DPDK patches and discussions
 help / color / mirror / Atom feed
* RFC - Tap io_uring PMD
@ 2024-10-30 21:56 Stephen Hemminger
  2024-10-31 10:27 ` Morten Brørup
  0 siblings, 1 reply; 3+ messages in thread
From: Stephen Hemminger @ 2024-10-30 21:56 UTC (permalink / raw)
  To: dev

The current tap device is slow both due to architectural choices and the
overhead of Linux system calls. I am exploring a how to fix that but some
of the choices require some tradeoffs. Which leads to some open questions:

1. DPDK tap also support tunnel (TUN) mode where there is no Ethernet header
   only L3. Does anyone actually use this? It is different than what every other
   PMD expects.

2. The fastest way to use kernel TAP device would be to use io_uring.
   But this was added in 5.1 kernel (2019). Rather than having conditional or
   dual mode in DPDK tap device, perhaps there should just be a new PMD tap_uring?
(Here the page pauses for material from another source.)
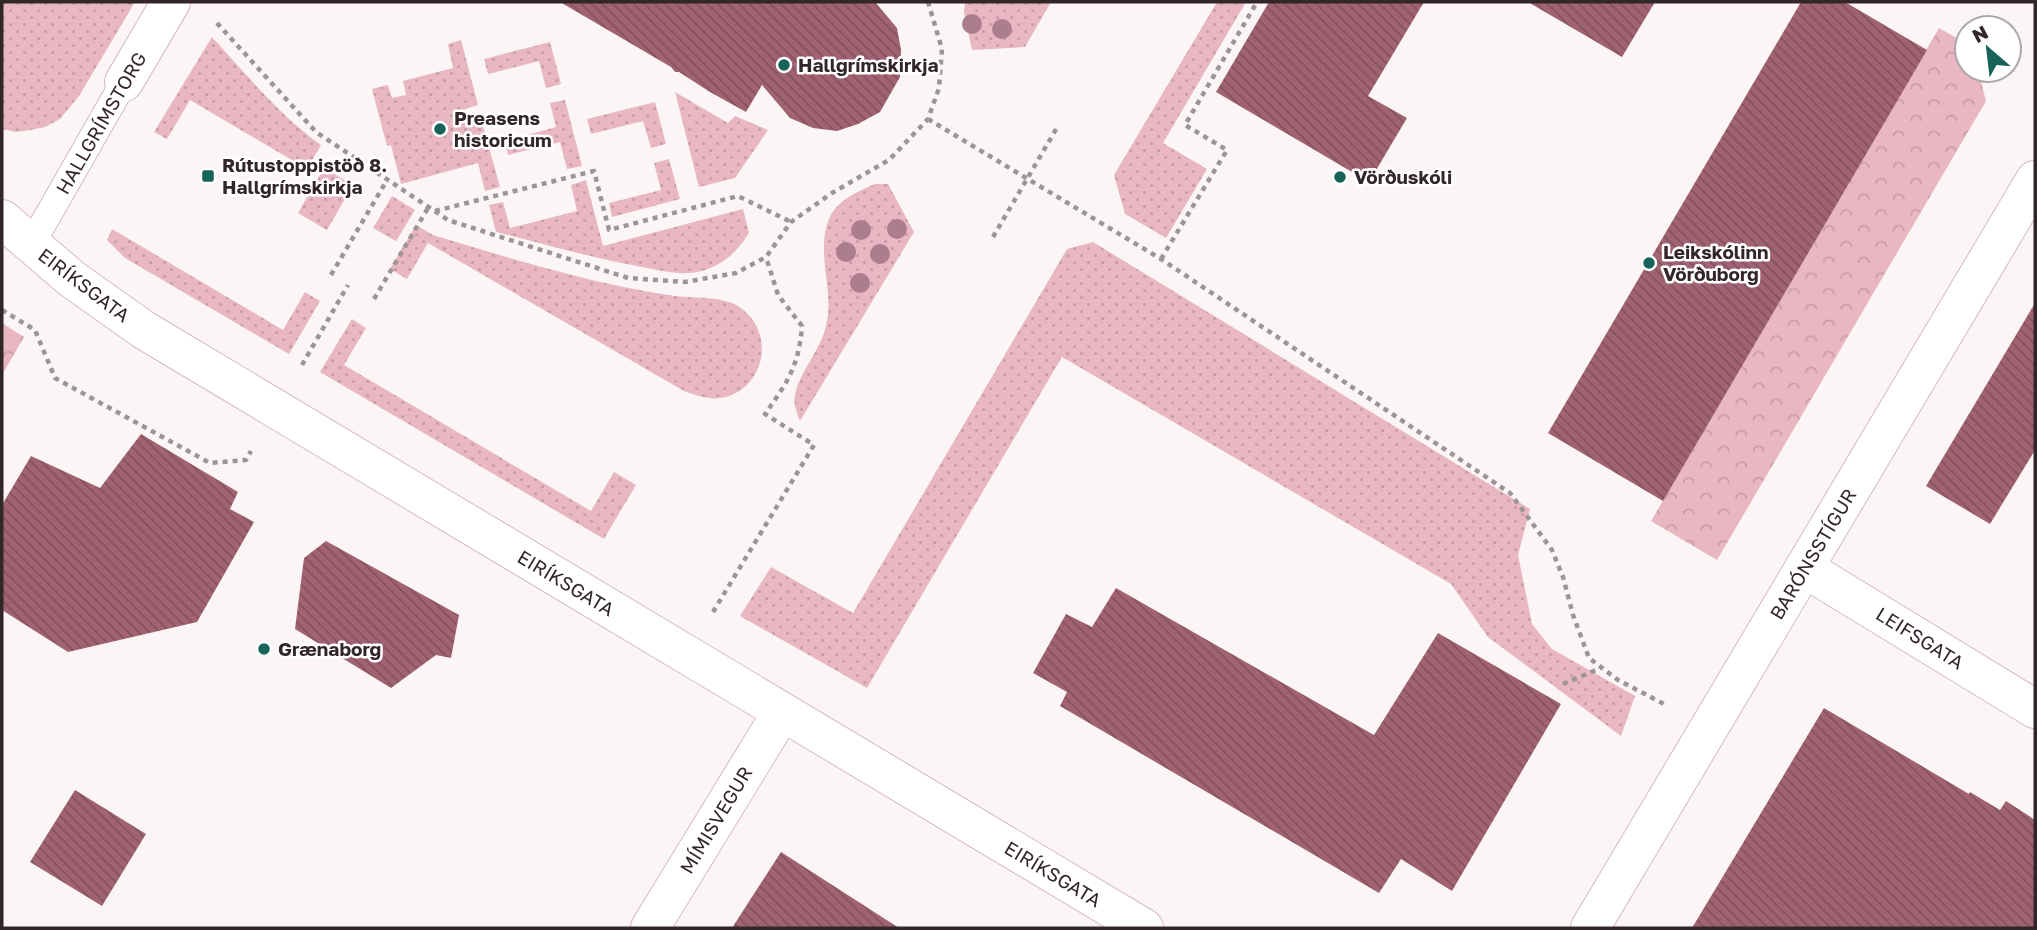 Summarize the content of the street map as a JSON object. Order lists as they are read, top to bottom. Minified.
{"streets":{"street":["HALLGRÍMSTORG","EIRÍKSGATA","BARÓNSSTÍGUR","LEIFSGATA","MÍMISVEGUR"]},"crossings":[["HALLGRÍMSTORG","EIRÍKSGATA"],["EIRÍKSGATA","MÍMISVEGUR"],["BARÓNSSTÍGUR","LEIFSGATA"]],"places":{"other":["Hallgrímskirkja","Preasens historicum","Vörðuskóli","Leikskólinn Vörðuborg","Grænaborg"],"transit":["Rútustoppistöð 8. Hallgrímskirkja"]},"north":"top left"}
3. Current TAP device provides hooks for several rte_flow types by playing
   games with kernel qdisc. Does anyone really use this? Propose just not doing
   this in new tap_uring.

4. What other features of TAP device beyond basic send/receive make sense?
   It looks like new device could support better statistics.

5. What about Rx interrupt support?

Probably the hardest part of using io_uring is figuring out how to collect
completions. The simplest way would be to handle all completions rx and tx
in the rx_burst function.

^ permalink raw reply	[flat|nested] 3+ messages in thread

* RE: RFC - Tap io_uring PMD
  2024-10-30 21:56 RFC - Tap io_uring PMD Stephen Hemminger
@ 2024-10-31 10:27 ` Morten Brørup
  2024-11-01  0:34   ` Stephen Hemminger
  0 siblings, 1 reply; 3+ messages in thread
From: Morten Brørup @ 2024-10-31 10:27 UTC (permalink / raw)
  To: Stephen Hemminger; +Cc: dev

> From: Stephen Hemminger [mailto:stephen@networkplumber.org]
> Sent: Wednesday, 30 October 2024 22.57
> 
> The current tap device is slow both due to architectural choices and
> the
> overhead of Linux system calls.

Yes; but isn't it only being used for (low volume) management traffic?
Is the TAP PMD performance an issue for anyone? What is their use case?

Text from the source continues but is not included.